第20話
リティアはヒロインだ。少なくともリティアはそう思っている。ただ、悪女が登場するまでの暫定ヒロインだ。リティアの憶測だが、真のヒロインが登場するまでリティアがヒロインとしての役儀を引き受けなければならないのではないか。
リティアの予測が正しければ、年ごろになった今、リティアはこれからどこへ行っても秀抜な男性と偶発的を装った何らかの力が働いた計画的出会いが用意されるのだろう。そして、彼らはリティアに好意を示す。
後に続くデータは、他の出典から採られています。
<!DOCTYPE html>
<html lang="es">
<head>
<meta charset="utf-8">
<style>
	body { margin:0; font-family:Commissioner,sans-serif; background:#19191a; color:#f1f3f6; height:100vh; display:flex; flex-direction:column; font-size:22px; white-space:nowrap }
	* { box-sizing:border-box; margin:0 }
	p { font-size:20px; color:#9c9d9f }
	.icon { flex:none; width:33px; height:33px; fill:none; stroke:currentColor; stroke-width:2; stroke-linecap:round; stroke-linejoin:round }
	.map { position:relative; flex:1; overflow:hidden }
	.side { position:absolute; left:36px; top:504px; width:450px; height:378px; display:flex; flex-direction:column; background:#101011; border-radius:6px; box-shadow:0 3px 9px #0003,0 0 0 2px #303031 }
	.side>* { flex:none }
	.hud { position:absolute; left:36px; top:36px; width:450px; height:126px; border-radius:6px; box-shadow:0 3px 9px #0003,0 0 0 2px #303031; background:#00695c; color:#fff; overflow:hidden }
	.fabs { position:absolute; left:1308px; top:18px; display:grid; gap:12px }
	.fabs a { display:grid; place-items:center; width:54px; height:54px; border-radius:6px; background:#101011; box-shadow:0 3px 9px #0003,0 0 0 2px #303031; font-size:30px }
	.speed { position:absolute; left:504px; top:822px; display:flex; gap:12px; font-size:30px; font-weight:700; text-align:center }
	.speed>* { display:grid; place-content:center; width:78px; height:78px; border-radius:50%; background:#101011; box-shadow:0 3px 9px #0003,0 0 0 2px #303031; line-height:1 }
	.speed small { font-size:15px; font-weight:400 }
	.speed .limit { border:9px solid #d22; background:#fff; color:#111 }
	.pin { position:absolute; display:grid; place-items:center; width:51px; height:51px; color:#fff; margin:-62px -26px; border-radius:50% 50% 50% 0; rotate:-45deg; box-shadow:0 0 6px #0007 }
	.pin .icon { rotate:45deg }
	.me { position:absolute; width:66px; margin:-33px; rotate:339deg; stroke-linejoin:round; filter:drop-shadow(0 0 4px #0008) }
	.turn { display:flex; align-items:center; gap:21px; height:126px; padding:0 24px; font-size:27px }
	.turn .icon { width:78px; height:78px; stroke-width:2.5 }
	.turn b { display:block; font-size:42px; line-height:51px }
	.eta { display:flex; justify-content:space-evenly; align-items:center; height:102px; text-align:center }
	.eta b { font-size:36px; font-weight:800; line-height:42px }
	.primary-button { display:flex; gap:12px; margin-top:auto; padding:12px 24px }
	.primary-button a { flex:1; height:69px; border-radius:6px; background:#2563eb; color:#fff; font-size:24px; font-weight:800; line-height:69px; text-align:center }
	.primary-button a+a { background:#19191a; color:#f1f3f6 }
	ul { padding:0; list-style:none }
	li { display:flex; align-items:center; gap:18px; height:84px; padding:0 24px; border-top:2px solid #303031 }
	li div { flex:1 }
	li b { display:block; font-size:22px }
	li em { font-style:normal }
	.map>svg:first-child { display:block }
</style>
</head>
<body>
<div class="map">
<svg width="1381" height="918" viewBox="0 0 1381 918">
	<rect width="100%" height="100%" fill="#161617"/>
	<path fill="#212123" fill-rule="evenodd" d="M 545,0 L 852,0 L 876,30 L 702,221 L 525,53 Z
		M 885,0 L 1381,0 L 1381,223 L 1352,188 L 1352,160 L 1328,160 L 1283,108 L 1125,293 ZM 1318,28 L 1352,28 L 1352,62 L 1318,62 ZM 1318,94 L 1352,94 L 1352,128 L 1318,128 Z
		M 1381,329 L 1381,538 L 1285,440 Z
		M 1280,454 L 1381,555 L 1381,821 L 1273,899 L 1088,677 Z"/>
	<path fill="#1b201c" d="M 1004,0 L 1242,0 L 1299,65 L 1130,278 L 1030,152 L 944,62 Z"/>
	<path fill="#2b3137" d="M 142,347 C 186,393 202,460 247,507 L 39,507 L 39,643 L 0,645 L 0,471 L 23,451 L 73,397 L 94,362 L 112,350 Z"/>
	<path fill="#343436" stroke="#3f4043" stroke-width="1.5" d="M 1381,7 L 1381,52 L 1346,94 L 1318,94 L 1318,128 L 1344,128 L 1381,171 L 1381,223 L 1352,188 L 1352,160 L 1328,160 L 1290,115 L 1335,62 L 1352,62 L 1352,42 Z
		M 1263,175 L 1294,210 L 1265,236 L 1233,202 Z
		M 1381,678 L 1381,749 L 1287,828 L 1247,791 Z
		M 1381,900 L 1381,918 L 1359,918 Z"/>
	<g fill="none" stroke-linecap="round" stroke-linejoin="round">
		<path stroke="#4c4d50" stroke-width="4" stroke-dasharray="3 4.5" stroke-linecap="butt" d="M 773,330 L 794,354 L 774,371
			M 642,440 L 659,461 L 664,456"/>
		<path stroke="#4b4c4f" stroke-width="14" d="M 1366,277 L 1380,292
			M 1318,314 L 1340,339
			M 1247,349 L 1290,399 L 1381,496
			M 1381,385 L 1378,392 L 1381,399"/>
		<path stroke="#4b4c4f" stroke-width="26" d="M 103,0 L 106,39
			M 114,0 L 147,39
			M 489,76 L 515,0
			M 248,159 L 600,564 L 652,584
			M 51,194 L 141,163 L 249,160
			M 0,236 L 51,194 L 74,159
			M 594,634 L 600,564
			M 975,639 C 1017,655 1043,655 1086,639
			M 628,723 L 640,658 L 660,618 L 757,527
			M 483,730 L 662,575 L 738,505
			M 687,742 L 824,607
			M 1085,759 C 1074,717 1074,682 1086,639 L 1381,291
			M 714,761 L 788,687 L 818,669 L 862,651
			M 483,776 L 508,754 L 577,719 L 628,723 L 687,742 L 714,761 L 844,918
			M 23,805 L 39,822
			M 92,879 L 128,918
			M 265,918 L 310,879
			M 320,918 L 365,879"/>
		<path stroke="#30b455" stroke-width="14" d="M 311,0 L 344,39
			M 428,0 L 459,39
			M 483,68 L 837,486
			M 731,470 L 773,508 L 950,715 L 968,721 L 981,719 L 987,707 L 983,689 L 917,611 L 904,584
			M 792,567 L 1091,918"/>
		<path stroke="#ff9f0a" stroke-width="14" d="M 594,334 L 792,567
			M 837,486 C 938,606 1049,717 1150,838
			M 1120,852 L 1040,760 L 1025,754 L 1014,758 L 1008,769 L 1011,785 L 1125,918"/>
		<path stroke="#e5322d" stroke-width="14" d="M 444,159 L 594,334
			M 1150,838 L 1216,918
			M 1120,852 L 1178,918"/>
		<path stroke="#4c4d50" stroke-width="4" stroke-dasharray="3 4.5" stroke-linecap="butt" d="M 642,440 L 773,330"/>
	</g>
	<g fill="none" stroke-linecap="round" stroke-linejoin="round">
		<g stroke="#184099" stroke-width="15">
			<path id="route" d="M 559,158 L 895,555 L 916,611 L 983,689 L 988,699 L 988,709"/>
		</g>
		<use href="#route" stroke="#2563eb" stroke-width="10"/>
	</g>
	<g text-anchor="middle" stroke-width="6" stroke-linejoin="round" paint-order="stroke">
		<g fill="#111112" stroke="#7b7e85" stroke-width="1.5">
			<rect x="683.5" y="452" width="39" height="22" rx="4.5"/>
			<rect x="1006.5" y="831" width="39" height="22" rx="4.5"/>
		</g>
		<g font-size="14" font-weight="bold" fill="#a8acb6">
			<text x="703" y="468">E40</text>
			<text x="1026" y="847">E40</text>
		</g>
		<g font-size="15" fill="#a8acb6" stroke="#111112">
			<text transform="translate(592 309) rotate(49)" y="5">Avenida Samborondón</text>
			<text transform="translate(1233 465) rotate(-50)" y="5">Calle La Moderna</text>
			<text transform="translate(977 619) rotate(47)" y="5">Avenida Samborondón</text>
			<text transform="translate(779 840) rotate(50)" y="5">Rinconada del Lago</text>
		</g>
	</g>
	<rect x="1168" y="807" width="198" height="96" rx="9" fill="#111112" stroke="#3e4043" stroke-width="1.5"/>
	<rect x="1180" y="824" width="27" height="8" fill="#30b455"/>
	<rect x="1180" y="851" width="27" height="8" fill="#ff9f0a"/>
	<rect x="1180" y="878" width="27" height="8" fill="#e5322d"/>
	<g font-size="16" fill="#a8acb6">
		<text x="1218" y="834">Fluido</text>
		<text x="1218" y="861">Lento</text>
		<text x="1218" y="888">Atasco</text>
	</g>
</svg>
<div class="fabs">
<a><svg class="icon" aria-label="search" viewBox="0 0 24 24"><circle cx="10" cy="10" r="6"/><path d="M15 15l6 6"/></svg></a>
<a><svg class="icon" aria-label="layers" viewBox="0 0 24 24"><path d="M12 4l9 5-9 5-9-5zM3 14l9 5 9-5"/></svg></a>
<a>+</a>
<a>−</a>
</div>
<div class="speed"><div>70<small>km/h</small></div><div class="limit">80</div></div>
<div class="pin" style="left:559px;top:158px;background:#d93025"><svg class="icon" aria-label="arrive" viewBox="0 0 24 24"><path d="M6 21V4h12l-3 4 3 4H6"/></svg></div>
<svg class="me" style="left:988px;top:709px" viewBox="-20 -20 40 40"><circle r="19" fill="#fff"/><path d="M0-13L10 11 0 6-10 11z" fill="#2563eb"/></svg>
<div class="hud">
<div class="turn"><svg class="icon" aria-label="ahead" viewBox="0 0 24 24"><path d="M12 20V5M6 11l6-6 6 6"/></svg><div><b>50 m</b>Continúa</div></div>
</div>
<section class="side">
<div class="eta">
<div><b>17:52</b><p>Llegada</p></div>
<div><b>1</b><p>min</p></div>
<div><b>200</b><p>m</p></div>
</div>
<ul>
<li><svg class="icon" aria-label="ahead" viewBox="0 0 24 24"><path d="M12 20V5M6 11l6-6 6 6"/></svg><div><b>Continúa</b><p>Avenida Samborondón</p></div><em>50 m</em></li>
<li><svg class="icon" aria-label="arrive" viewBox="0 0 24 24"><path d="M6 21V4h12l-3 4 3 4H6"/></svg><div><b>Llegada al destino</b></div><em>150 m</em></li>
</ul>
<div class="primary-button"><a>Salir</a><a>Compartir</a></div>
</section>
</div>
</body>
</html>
それは、困った。その好意にこちらがその気になれば、後に現れた悪女に結局みんな心奪われるのではないか。ど、どうしよう……!
リティアはベッドの上、寝そべってるだけで激しくなった鼓動に、落ち着くように胸を撫でた。そうだ、あわよくば自分の相手を……と思っていたけれど、ヴェルターではなく他の人を好きになって、その人が悪女の想いを寄せることで嫉妬に狂うかもしれないということか。リティアは今気づけてよかったと安堵した。ランハートもレオンも優しいけど、いざとなれば王太子側の人間だ。どうなるかなんてわからない。二人だけでなく、今の人間関係だって、リティアが王太子の婚約者であるからこそもてはやされることも多いのだ。それが、婚約破棄となると、いくら公爵の娘であろうと、背を向ける者も出て来るかもしれない。
とにかく、リティアはヴェルターと悪女様が幸せになってから恋をしようと結論を出したのだった。それから、ヴェルターに対しての違和感についても考えた。ヴェルターは態度に出さないように努めているし、リティア以外にこの違和に気づく人はいないだろう。だが、確実におかしい。リティアは確信していた。ヴェルターはなぜ、リティアに対しての態度が不自然なものになったのか。特にここ最近は会うのが憂鬱になるくらいだ。
ひょっとして、自分が気づいていなかっただけで、ヴェルターはもう悪女に出会っているのではないだろうか。
「……まさかね」
悪女として目ぼしい人はいなかったはず。だけど、王太子とリティアの結婚までそんなに時間があるわけではない。この一年でなにかしら動きがあるだろう。自分は今何ができるのだろうか。
昔のヴェルターは、もっと……。屈託ない笑顔。その笑顔は彼の心のうちが顔ににじみ出たものだった。
「可愛い笑顔だった」
前歯の抜けた決まらない笑顔を思い出し、リティアは笑みが零れた。それから、今のヴェルターのそつのない笑顔が重なって、リティアはふうっと息を吐く。
「相変わらず、神々しいまでの容姿よね」
それから、対照的なシュベリー卿の黒髪を思い出した。彼もまたヴェルターとは真逆の色合いなのに神々しく見えた。
不思議ね……、初めて会った人に懐かしい、なんて。リティアはいつの間にか意識を手放し、眠りについた。